Starting at the top of the entries, restate word for word each line up to and including the one with "Map reading. What".

※ ※ ※

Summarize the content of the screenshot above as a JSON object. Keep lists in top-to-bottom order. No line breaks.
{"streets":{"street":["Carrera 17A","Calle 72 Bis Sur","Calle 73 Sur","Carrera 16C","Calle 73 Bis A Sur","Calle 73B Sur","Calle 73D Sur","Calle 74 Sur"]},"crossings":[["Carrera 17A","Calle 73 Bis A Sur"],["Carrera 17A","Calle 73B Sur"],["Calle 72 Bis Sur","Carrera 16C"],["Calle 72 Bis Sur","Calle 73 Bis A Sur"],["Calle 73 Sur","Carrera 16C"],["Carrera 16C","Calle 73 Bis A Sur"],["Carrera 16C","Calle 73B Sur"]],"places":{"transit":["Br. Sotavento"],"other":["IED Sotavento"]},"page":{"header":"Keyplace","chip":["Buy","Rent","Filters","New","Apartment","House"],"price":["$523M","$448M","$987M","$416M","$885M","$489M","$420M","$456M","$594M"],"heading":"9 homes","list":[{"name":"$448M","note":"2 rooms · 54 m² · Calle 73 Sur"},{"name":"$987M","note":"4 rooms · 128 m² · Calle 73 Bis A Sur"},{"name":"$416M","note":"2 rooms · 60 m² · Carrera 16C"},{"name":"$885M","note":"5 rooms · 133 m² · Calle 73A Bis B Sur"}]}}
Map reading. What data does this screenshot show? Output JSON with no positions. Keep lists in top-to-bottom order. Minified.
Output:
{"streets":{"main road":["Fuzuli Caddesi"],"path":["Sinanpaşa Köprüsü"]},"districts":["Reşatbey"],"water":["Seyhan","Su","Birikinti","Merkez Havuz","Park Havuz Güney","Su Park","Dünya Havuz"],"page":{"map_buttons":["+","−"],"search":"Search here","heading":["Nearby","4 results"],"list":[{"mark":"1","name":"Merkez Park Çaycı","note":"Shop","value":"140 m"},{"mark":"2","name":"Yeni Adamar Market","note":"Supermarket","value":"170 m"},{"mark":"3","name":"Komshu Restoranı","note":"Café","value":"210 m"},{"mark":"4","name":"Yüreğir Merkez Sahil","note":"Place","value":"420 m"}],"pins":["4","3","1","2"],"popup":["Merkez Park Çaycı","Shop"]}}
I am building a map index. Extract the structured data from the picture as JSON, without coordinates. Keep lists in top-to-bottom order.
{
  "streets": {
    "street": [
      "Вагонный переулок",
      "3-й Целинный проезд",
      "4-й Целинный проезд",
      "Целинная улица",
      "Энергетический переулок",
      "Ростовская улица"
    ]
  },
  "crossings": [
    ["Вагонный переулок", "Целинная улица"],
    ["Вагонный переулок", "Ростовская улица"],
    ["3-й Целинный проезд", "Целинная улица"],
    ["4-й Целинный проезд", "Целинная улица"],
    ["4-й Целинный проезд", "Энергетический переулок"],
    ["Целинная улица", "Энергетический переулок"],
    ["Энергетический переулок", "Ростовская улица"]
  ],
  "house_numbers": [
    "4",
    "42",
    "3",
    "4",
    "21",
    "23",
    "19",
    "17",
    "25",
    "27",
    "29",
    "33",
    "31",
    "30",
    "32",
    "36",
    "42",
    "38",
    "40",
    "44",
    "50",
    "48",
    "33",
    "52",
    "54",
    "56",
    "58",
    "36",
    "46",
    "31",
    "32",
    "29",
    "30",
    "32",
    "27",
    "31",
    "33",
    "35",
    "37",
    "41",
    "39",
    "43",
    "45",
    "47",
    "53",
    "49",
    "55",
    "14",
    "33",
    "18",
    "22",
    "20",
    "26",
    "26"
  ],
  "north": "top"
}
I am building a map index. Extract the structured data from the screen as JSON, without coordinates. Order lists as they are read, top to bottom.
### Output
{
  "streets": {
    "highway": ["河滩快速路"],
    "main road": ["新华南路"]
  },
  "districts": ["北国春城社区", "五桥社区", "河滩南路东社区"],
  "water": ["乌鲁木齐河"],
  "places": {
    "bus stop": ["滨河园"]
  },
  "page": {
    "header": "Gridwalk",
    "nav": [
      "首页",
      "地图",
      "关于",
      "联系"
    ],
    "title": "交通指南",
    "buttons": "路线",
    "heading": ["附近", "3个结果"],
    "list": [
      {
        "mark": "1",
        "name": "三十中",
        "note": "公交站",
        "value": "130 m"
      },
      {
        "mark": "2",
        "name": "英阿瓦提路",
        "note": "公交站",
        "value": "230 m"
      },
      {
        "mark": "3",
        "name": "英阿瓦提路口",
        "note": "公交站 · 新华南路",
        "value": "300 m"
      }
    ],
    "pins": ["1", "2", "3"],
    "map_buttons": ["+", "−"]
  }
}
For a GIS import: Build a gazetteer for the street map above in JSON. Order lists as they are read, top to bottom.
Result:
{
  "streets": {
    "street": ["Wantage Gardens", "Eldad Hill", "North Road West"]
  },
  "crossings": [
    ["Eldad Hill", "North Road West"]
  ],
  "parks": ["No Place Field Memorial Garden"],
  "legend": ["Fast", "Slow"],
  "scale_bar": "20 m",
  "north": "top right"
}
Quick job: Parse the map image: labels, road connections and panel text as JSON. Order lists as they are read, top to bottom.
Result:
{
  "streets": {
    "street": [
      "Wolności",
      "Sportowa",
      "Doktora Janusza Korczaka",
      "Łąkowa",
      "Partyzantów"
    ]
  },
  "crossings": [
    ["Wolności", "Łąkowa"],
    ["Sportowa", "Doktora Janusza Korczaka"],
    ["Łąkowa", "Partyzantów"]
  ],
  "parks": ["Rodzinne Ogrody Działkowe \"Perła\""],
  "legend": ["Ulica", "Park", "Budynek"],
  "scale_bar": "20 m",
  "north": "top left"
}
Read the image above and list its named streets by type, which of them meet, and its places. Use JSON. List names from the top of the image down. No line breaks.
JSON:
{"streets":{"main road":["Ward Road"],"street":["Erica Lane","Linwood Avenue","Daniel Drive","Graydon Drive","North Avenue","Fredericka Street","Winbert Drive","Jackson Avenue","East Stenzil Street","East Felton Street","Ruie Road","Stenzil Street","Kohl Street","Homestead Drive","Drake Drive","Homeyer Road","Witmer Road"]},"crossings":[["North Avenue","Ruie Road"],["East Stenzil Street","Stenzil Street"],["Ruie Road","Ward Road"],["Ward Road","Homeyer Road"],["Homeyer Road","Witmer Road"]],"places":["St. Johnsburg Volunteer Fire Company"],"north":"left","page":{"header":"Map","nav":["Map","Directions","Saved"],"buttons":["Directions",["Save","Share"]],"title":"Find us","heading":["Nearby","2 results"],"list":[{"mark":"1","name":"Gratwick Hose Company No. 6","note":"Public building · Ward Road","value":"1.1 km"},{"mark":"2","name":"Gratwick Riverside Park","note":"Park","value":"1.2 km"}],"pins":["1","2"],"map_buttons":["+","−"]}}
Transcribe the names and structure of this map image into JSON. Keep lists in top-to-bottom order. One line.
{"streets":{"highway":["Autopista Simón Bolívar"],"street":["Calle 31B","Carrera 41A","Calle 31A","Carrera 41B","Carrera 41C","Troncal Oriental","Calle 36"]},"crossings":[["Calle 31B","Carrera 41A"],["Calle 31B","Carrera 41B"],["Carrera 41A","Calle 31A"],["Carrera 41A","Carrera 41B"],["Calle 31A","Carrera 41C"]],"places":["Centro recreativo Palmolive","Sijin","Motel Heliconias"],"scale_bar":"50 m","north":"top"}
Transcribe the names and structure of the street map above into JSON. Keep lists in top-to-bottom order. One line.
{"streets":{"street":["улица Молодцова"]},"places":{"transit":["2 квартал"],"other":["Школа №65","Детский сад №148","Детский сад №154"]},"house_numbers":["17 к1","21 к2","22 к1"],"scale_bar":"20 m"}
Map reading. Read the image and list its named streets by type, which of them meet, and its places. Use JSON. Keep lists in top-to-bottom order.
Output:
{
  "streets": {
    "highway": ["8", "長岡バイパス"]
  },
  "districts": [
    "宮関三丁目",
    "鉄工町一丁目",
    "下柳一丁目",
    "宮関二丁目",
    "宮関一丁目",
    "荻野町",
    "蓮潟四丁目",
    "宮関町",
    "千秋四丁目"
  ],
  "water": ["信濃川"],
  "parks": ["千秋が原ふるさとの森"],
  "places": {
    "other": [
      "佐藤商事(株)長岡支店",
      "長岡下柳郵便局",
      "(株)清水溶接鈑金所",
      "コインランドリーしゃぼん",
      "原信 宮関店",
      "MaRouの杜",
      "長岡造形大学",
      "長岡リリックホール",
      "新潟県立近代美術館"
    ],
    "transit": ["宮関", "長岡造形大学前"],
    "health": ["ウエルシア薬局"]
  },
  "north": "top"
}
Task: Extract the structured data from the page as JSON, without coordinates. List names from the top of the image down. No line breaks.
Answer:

※ ※ ※

• Output:
Summarize the content of the screenshot above as a JSON object. Keep lists in top-to-bottom order. No line breaks.
{"streets":{"street":["Carrera 17A","Calle 72 Bis Sur","Calle 73 Sur","Carrera 16C","Calle 73 Bis A Sur","Calle 73B Sur","Calle 73D Sur","Calle 74 Sur"]},"crossings":[["Carrera 17A","Calle 73 Bis A Sur"],["Carrera 17A","Calle 73B Sur"],["Calle 72 Bis Sur","Carrera 16C"],["Calle 72 Bis Sur","Calle 73 Bis A Sur"],["Calle 73 Sur","Carrera 16C"],["Carrera 16C","Calle 73 Bis A Sur"],["Carrera 16C","Calle 73B Sur"]],"places":{"transit":["Br. Sotavento"],"other":["IED Sotavento"]},"page":{"header":"Keyplace","chip":["Buy","Rent","Filters","New","Apartment","House"],"price":["$523M","$448M","$987M","$416M","$885M","$489M","$420M","$456M","$594M"],"heading":"9 homes","list":[{"name":"$448M","note":"2 rooms · 54 m² · Calle 73 Sur"},{"name":"$987M","note":"4 rooms · 128 m² · Calle 73 Bis A Sur"},{"name":"$416M","note":"2 rooms · 60 m² · Carrera 16C"},{"name":"$885M","note":"5 rooms · 133 m² · Calle 73A Bis B Sur"}]}}
Map reading. What data does this screenshot show? Output JSON with no positions. Keep lists in top-to-bottom order. Minified.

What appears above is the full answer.